Jobs in biochemistry are available to those leaving university with a BSc, but they are limited in scope and promotion opportunities. Most professional biochemists have at least a Master's qualification. See our master's degree page for more information on this postgraduate qualification.
Although master's courses are generally considered a postgraduate course, some universities offer Integrated Master's (MSci) degrees. These courses combine a Bachelors and Masters course into a one programme, and generally take a year longer than standard Bachelors courses. The Integrated Masters courses will grant you an Masters qualification, and allow you to carry out a Masters-level research project in your final year, without having to apply for a Masters course seperately after completing your BSc.

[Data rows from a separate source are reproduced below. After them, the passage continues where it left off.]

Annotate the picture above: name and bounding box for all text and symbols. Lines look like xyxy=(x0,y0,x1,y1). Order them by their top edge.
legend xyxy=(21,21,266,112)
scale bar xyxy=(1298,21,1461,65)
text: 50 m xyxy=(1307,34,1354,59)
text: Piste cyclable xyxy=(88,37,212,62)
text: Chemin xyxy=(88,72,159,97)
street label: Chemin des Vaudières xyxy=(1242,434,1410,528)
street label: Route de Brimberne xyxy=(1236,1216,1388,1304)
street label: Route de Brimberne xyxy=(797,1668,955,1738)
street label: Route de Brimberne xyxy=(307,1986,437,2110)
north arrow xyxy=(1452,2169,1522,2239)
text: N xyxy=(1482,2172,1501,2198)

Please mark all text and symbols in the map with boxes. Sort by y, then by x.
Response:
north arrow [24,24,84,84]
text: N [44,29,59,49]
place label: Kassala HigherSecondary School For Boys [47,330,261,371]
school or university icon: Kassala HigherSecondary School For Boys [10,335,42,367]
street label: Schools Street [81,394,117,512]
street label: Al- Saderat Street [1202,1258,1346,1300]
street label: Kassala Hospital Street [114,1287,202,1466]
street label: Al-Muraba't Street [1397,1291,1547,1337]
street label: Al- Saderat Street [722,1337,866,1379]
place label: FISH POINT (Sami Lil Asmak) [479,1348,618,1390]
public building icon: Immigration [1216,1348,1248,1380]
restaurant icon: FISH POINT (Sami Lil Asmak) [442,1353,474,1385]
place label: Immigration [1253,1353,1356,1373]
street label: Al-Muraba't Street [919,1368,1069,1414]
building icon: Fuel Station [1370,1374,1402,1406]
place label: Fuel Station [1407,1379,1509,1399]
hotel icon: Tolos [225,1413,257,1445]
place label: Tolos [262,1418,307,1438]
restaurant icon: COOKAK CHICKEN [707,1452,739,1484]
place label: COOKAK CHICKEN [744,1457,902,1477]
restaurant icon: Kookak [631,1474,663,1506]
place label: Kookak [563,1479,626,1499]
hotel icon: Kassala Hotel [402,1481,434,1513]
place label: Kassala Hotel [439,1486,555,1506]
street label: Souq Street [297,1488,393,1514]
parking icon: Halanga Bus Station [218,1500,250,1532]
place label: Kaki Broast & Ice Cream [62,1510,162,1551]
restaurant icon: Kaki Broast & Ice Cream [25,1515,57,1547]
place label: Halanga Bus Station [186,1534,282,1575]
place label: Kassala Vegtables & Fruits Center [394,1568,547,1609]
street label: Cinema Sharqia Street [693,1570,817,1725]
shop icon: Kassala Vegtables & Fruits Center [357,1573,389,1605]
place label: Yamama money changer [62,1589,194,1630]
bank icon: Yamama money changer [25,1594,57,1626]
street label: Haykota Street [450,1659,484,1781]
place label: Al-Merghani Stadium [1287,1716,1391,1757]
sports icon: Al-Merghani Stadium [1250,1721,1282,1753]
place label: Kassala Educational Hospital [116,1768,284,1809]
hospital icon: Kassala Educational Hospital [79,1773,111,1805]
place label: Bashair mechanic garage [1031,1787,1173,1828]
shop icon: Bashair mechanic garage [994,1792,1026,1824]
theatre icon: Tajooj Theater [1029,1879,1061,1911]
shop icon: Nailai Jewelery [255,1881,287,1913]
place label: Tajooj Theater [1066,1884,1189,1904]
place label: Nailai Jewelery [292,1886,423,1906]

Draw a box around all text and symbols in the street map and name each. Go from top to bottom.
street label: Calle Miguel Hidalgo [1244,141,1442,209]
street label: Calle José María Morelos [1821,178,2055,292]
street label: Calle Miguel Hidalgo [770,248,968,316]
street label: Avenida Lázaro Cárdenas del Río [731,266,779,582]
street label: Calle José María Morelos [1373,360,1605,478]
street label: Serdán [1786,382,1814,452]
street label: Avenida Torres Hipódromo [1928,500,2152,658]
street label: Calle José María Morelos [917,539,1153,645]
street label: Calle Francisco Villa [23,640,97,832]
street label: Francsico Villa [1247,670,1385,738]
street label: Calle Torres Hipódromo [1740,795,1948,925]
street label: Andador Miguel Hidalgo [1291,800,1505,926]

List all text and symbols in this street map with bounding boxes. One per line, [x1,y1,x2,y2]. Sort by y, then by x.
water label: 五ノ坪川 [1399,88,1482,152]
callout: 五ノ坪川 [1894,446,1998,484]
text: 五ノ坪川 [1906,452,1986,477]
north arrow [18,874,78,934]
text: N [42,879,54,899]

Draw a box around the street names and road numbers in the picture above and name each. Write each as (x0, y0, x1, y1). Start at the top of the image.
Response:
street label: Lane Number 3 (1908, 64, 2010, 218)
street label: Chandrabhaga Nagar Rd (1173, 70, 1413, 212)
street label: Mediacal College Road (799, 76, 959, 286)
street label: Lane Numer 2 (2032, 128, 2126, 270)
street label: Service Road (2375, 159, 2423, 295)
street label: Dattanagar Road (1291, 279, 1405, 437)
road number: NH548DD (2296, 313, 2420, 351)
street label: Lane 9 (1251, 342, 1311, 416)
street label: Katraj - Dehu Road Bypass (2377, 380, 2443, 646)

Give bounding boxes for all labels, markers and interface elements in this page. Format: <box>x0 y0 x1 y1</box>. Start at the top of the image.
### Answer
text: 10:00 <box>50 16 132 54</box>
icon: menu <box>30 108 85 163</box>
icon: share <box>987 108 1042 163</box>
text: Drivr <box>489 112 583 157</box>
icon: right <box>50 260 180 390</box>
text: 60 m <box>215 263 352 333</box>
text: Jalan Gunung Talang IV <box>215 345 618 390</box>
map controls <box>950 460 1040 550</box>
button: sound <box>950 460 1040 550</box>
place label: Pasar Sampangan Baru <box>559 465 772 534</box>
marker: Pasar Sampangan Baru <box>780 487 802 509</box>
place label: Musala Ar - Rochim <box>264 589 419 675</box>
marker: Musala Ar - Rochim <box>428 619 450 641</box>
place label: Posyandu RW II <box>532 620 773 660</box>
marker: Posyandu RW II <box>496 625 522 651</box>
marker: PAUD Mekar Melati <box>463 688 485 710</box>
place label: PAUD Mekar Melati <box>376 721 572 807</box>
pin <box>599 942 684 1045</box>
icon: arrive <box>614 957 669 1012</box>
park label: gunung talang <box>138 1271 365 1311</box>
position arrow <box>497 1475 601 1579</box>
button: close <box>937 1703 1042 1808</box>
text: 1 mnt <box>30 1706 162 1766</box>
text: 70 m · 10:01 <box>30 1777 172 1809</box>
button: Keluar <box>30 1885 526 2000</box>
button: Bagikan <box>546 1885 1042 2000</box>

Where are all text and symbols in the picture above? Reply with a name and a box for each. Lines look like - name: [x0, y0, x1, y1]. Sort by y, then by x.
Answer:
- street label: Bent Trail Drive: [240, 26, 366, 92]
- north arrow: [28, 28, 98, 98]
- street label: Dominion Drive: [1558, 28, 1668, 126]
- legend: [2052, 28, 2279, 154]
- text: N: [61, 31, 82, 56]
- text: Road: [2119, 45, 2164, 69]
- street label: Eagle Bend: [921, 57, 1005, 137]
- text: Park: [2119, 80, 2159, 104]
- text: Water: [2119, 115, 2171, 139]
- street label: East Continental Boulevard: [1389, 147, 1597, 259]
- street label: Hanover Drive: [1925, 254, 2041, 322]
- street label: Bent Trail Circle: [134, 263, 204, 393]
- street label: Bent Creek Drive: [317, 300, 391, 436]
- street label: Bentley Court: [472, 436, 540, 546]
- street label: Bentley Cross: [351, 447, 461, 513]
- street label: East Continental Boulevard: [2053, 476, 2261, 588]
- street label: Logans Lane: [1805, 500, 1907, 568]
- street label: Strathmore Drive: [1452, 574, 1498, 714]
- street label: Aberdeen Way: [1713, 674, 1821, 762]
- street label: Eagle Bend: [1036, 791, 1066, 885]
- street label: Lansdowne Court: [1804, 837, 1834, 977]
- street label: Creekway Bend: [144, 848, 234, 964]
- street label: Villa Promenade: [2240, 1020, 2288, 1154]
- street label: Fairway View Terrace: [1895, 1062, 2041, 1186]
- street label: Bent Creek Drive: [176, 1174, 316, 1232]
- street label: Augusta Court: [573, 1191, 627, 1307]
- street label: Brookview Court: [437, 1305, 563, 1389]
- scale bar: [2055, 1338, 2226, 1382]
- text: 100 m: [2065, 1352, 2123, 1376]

Some universities offer a BSc in a biochemistry-related degree with a sandwich year or a year in industry. These sandwich courses take 4 years to complete rather than 3, as students spend a year working in an industry related to their degree, usually between their second and final years of study.
A sandwich year in a relevant institution gives a great idea of what it would be like to work there professionally, providing fantastic paid work experience and references, helping students to build up industry contacts for when they eventually look for a job. Science students who have completed a year in industry during their course will find it a lot easier to get a job when they leave university.
It is possible to study a course with both an Integrated Master's component and a sandwich year component. In this case, the course will take two years longer than a standard BSc course to complete - one year for the sandwich year in industry, one year for the Masters-level research project.